Conformally equivariant quantization

TL;DR

This paper develops a conformally equivariant quantization framework for second-order differential operators on pseudo-Riemannian manifolds, establishing canonical isomorphisms and extending to arbitrary conformal classes, with applications to Laplacians and conformal invariants.

Contribution

It introduces a conformally equivariant quantization for quadratic Hamiltonians on pseudo-Riemannian manifolds, extending previous results to arbitrary conformal classes and providing new geometric operators.

Findings

Isomorphism between differential operators and symbols for almost all parameter values

Extension of quantization to all pseudo-Riemannian manifolds based on conformal class

Construction of conformally invariant Laplace operators and Schwarzian derivatives

Abstract

Let $(M,g)$ be a pseudo-Riemannian manifold and $F_\lambda(M)$ the space of densities of degree $\lambda$ on $M$. We study the space $D^2_{\lambda,\mu}(M)$ of second-order differential operators from $F_\lambda(M)$ to $F_\mu(M)$. If $(M,g)$ is conformally flat with signature $p-q$, then $D^2_{\lambda,\mu}(M)$ is viewed as a module over the group of conformal transformations of $M$. We prove that, for almost all values of $\mu-\lambda$, the $O(p+1,q+1)$-modules $D^2_{\lambda,\mu}(M)$ and the space of symbols (i.e., of second-order polynomials on $T^*M$) are canonically isomorphic.
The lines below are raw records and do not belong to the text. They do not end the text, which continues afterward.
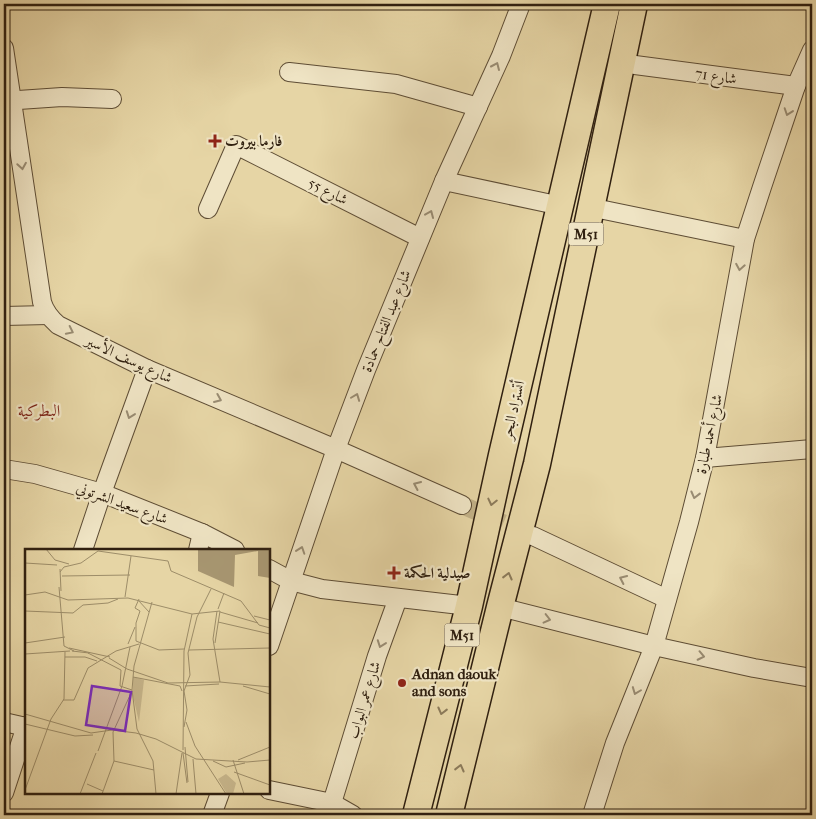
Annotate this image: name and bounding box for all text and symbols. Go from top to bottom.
one-way arrow [490,62,501,71]
street label: شارع 71 [693,64,738,92]
one-way arrow [784,107,794,115]
place label: فارما بيروت [225,132,282,150]
marker: فارما بيروت [209,135,221,147]
one-way arrow [16,161,26,170]
street label: شارع 55 [303,173,351,212]
one-way arrow [424,210,435,219]
road number: M51 [568,222,604,245]
one-way arrow [736,262,746,271]
street label: شارع عبد الفتاح حمادة [357,267,418,376]
one-way arrow [65,325,74,335]
street label: شارع يوسف الأسير [79,328,176,391]
street label: أتستراد البحر [495,378,530,443]
one-way arrow [213,392,222,403]
street label: شارع أحمد طبارة [690,392,730,476]
one-way arrow [349,393,360,402]
district label: البطركية [18,401,60,421]
one-way arrow [126,410,136,418]
street label: شارع سعيد الشرتوني [72,478,170,532]
one-way arrow [413,480,422,491]
one-way arrow [691,490,701,498]
one-way arrow [487,498,498,507]
one-way arrow [296,546,306,555]
inset map [25,549,270,794]
place label: صيدلية الحكمة [404,564,471,582]
marker: صيدلية الحكمة [388,567,400,579]
one-way arrow [502,572,513,581]
one-way arrow [619,574,628,585]
one-way arrow [543,613,552,624]
road number: M51 [444,624,480,646]
one-way arrow [377,639,387,648]
one-way arrow [697,650,706,661]
street label: شارع عمر البواب [344,659,388,742]
place label: Adnan daouk and sons [411,665,498,700]
marker: Adnan daouk and sons [396,677,408,689]
one-way arrow [632,686,642,695]
one-way arrow [438,707,448,715]
one-way arrow [454,763,465,772]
This yields a conformally equivariant quantization for quadratic Hamiltonians. We furthermore show that this quantization map extends to arbitrary pseudo-Riemannian manifolds and depends only on the conformal class $[g]$ of the metric. As an example, the quantization of the geodesic flow yields a novel conformally equivariant Laplace operator on half-densities, as well as the well-known Yamabe Laplacian. We also recover in this framework the multi-dimensional Schwarzian derivative of conformal transformations.